## [Activity]
Exact reproduction is needed for the lines from the one with "For a GIS import: Serialize" to the end of the listing below, and for no other lines.

## [Data shown]
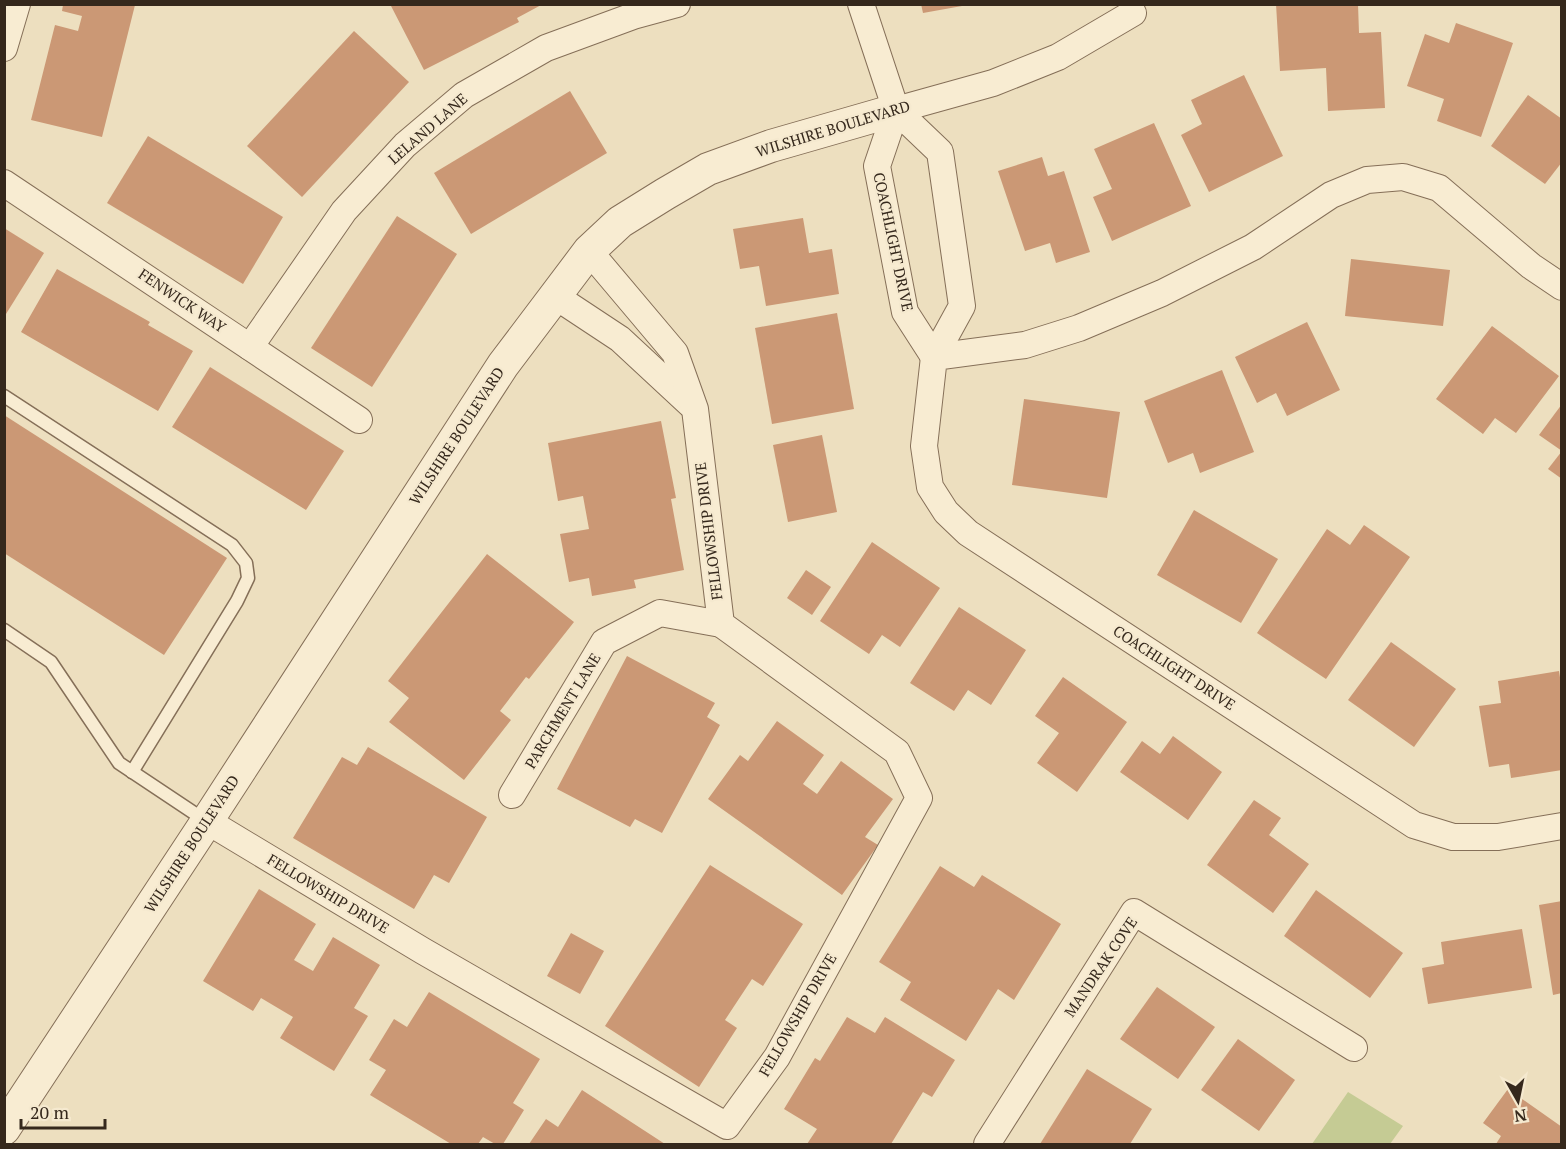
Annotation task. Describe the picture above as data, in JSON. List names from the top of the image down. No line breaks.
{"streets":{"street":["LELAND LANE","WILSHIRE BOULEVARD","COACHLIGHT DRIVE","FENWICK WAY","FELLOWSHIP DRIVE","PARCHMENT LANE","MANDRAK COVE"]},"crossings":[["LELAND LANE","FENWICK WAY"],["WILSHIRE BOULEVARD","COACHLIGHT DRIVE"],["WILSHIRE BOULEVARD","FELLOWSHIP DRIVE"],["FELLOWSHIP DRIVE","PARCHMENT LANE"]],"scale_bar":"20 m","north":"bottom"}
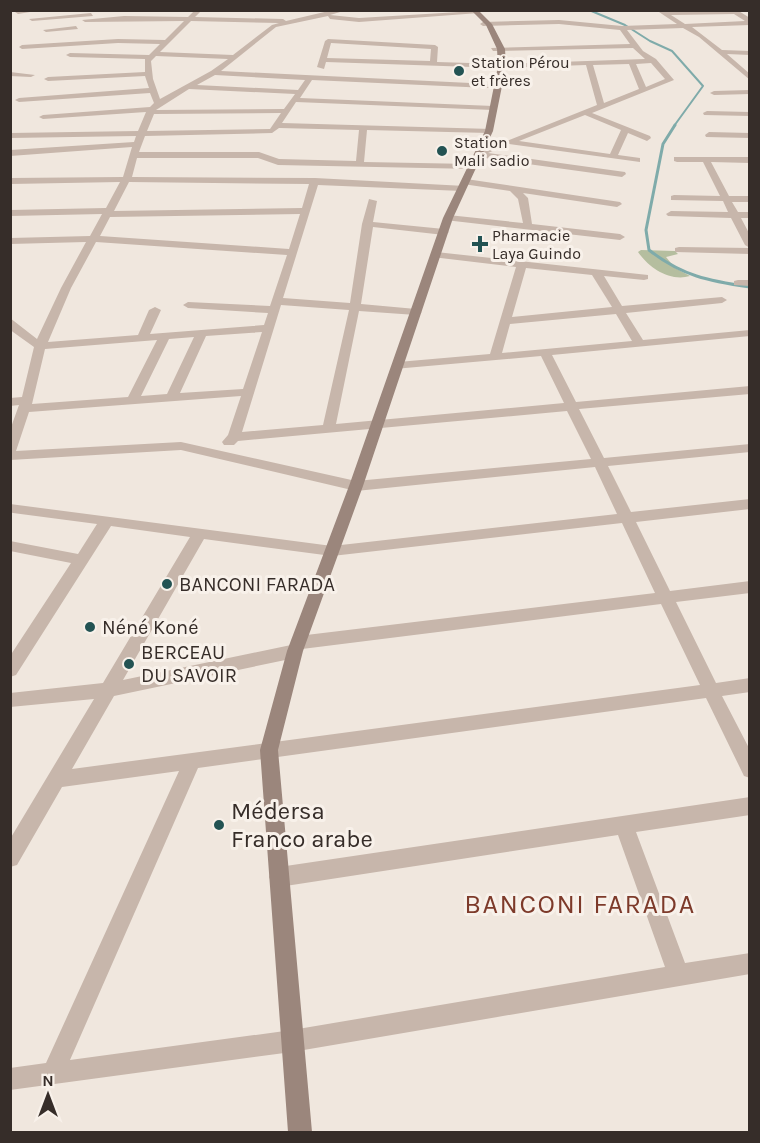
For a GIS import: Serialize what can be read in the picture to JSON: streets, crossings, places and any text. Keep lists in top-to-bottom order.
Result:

## [Exercise output]
For a GIS import: Serialize what can be read in the picture to JSON: streets, crossings, places and any text. Keep lists in top-to-bottom order.
Result:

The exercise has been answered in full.